Sec Mabus states UCLASS is a stepping stone to an unmanned fight and ought to be focused on ISR:
Ray Mabus likes robots. The Navy Secretary has declared the F-35 will be “the last manned strike fighter” the service ever buys and invested heavily in unmanned aircraft, boats, and submersibles. But Mabus has frustrated drone advocates on one major program: the Unmanned Carrier-Launched Surveillance and Strike (UCLASS) aircraft.
This morning, Mabus defended the Navy’s plans for a relatively modest UCLASS optimized for the “surveillance” aspect of its mission rather than the “strike” part — but he also promised UCLASS would be “the bridge” to a future unmanned strike plane, the one that replaces F-35. Given that the F-35 will be around for decades, however, this two-stage approach is unlikely to satisfy UCLASS critics like Senate ARmed Services chairman John McCain, House Seapower chairman Rep. Randy Forbes, and key players in the Pentagon itself, all of whom want a strike drone ASAP to deal with China.

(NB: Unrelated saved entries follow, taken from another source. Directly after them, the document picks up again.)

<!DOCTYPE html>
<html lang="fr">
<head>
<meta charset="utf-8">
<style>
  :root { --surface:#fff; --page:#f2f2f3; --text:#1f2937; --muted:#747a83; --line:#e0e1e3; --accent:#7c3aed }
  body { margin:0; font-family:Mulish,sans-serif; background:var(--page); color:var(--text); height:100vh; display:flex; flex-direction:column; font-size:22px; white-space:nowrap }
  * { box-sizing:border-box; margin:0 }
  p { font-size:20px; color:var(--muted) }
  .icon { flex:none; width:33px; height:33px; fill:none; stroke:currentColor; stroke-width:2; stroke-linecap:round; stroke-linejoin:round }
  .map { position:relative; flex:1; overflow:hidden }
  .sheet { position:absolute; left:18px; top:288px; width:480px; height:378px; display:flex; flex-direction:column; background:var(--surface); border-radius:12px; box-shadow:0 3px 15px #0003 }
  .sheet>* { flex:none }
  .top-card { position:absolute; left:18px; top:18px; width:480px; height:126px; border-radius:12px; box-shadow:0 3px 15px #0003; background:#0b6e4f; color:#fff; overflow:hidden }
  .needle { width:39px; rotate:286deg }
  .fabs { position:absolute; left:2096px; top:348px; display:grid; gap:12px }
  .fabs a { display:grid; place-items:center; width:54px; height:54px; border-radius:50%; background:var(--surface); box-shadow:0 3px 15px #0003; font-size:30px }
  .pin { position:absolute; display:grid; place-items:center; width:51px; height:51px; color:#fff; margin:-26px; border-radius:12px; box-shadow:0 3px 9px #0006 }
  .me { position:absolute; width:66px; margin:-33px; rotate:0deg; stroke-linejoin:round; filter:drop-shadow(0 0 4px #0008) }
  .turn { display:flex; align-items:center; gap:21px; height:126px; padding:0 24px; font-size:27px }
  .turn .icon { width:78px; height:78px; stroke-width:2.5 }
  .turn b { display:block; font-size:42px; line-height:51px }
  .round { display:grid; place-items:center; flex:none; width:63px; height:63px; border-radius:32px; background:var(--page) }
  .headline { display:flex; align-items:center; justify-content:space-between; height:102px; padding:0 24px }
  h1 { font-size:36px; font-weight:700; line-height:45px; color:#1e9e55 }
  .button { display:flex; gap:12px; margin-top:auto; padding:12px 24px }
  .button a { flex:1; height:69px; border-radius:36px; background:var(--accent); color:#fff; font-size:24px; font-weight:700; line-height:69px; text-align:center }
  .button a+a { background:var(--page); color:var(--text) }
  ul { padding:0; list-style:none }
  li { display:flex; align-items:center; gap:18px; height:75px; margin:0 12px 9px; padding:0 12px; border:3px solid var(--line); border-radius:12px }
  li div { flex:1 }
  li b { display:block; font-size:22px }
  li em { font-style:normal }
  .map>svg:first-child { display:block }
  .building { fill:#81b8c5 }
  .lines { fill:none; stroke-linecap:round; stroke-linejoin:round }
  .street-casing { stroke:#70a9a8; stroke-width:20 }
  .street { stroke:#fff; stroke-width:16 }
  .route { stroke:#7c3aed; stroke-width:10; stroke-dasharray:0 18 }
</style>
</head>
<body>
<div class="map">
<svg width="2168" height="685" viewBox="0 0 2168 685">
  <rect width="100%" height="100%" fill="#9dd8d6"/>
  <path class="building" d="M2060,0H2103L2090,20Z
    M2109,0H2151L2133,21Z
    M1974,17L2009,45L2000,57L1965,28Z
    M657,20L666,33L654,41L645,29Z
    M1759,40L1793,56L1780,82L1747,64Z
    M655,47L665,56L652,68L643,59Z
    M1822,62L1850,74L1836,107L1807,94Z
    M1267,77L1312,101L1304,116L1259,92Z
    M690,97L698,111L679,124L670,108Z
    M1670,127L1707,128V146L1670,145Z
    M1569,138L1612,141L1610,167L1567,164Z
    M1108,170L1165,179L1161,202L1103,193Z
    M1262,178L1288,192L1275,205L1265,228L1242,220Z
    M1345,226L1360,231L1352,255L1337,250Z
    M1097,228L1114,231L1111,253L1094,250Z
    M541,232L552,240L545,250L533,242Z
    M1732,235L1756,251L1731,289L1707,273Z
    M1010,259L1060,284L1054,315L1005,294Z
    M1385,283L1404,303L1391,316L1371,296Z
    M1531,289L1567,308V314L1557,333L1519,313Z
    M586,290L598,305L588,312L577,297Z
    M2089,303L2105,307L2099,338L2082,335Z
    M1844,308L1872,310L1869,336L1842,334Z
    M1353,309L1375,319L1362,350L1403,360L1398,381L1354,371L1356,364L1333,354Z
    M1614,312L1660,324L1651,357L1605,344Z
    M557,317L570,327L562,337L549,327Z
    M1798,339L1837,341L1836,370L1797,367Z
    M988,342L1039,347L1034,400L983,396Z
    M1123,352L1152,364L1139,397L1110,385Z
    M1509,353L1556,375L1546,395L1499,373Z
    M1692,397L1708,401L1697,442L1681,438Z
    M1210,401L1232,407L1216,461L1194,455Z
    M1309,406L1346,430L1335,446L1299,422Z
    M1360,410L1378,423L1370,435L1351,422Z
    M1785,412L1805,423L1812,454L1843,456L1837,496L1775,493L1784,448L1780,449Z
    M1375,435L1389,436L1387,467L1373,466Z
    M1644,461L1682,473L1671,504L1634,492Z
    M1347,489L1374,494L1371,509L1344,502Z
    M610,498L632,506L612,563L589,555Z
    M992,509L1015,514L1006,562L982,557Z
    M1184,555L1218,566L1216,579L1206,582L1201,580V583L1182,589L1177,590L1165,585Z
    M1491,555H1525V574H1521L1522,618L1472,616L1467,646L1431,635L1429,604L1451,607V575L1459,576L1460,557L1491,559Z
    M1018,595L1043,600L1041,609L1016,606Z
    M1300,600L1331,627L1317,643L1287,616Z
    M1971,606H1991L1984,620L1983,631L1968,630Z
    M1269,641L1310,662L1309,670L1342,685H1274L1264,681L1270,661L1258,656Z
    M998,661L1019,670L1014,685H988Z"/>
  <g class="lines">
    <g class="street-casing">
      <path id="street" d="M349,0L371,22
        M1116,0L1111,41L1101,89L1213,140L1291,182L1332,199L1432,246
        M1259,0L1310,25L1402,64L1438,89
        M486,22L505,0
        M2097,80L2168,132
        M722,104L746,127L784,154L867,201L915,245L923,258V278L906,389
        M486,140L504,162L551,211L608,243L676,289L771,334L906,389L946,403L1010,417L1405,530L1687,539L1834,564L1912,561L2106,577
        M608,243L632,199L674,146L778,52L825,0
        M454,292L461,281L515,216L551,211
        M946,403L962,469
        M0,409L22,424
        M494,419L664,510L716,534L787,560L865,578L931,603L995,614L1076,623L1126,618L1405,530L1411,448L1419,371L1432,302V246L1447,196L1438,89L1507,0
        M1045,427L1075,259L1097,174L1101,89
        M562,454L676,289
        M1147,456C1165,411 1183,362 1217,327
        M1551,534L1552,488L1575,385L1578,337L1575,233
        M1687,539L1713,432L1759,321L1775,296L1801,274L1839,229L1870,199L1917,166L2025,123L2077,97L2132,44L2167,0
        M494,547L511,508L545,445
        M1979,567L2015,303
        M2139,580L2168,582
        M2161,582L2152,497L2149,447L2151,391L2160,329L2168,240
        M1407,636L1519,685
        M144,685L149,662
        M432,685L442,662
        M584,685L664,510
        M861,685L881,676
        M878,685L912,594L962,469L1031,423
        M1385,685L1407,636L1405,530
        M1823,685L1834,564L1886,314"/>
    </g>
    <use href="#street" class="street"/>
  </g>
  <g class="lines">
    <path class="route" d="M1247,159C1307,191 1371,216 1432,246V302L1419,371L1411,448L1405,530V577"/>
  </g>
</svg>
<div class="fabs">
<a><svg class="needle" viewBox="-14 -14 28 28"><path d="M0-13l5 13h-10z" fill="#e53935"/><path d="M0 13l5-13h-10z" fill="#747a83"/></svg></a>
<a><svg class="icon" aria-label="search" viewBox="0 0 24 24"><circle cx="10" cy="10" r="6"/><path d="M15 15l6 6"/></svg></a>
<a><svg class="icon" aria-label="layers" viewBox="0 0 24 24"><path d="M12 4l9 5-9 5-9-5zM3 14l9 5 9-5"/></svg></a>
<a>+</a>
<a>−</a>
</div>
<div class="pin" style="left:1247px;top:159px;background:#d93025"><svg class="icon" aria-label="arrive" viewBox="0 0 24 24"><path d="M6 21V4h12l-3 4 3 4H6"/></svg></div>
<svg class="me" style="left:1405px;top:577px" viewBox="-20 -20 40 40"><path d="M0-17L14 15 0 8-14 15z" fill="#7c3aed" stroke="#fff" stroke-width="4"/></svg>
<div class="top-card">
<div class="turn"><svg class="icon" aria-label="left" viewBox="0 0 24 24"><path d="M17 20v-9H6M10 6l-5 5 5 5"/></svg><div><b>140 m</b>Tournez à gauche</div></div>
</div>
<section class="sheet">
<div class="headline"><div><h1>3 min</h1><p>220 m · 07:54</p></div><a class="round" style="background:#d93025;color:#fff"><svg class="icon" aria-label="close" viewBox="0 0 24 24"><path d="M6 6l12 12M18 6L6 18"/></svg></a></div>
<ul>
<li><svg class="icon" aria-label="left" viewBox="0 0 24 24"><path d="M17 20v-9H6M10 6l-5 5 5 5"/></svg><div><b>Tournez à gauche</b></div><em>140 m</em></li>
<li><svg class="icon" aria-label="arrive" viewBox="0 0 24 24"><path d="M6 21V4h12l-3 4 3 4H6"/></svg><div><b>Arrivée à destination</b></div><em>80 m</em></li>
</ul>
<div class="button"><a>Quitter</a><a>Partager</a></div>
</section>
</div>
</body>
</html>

Mabus said today at a DefenseOne leadership breakfast that “I’m for a full-up penetrating strike fighter” — eventually. “We see UCLASS as getting to that,” he said — but, he made clear, not as being that.
“For UCLASS…we ought to have endurance, we ought to have range, we ought to have payload,” he said, notably omitting stealth. “It should be an ISR [intelligence, surveillance, and reconnaissance] platform, it should be a refueling platform, but it also should be a strike platform [for] uncontested or minimally contested environments.”
In the longer term, he said, “it ought to be the bridge to a full-up strike fighter — an autonomous strike fighter — that [operates] in contested environments.”
Senator Forbes replies:
“Building ‘bridges’ sounds great, but at some point you need to cross them,” Rep. Forbes snapped in an email when I asked about Mabus’s comments. “While I understand the Navy’s desire to ‘crawl, walk, and run,’ I am concerned that in the race between anti-access and power projection capabilities, we are falling further and further behind. The carrier air wing is going to need a long-range, deep penetrating strike asset, and it is going to need it soon. Given that the UCLASS program is supposed to deliver its first operational aircraft to the fleet in 2022-23, I am concerned that the program seems to be driven by the needs of today and not those of tomorrow.”